Saturday, April 20, 2019

When Life Gives You Orchid Buds, Count Your Blessings
By Carolyn Schuk

Our cymbidium orchid usually starts blooming around Easter, as the days get perceptibly longer. Its last blooms fade in mid-June, on the longest days of the year. This year it has five flower spikes. The last time it was so abundant was 1991, the year my son was born.

EasterSince the millennium, the cymbidium's offerings have been slim. It's as if the plant knows whether the year to come will be fruitful or not.

For example, 1991 was a rollercoaster year. When I was seven months pregnant, the retail chain my husband worked for declared bankruptcy and the future looked to be an unemployment line.

Portents of irreversible decline were unmistakable at the software company I worked for. That the management gave my office to someone else while I was on maternity leave didn't help my anxiety level.

So there we were – a baby on the way and what had seemed like economic security evaporating like a freak Silicon Valley snowfall.

When Will was born, things didn't look up. We were now pathetically inexperienced parents with a colicky baby. I remember watching the sun come up one morning after a sleepless night and thinking, My life, as I know it, is over. One friend says that the first months with your first child are, quite simply, the worst of your life.

But as the orchid buds began to open, things, likewise, began opening up.

My husband landed a job with Whole Earth Access helping to open the store – now gone, alas – on Stevens Creek Blvd.

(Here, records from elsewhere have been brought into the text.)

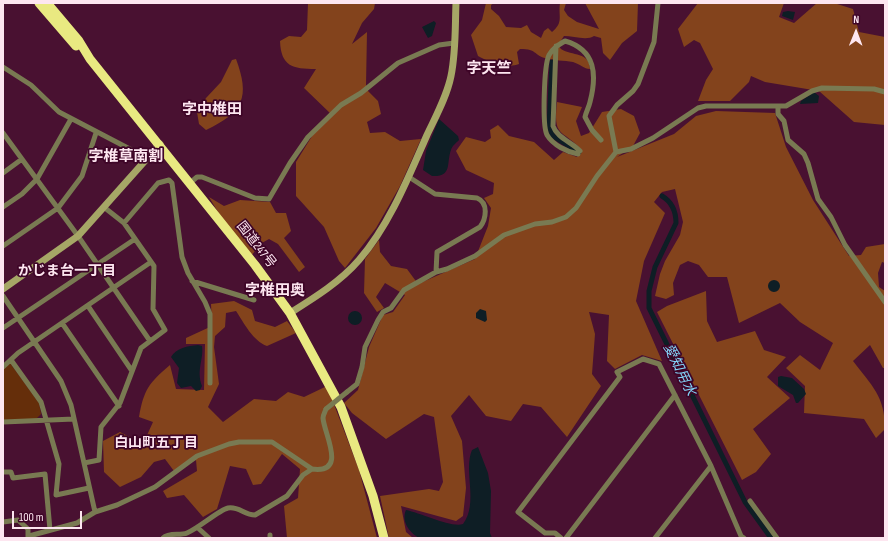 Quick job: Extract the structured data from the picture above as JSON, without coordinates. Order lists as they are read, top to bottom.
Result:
{
  "streets": {
    "highway": ["国道247号"]
  },
  "districts": [
    "字天竺",
    "字中椎田",
    "字椎草南割",
    "かじま台一丁目",
    "字椎田奥",
    "白山町五丁目"
  ],
  "water": ["愛知用水"],
  "scale_bar": "100 m",
  "north": "top"
}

Now, while some people – like me – have panic attacks just thinking about a project like this, my husband likes nothing better than being in charge of a big, complicated project.

At only five weeks Will began sleeping through the night – an extraordinary 11 hours from 8:00 at night to 7:00 in the morning. Soon after, I discovered that as long as we went somewhere — especially at night — he was a perfectly happy baby. He was like the old disco song, "I love the night life."

Then my former employer asked me to come back to work as a contractor, managing the company's newsletters. My mother came out from Pennsylvania to help. It was the perfect fit.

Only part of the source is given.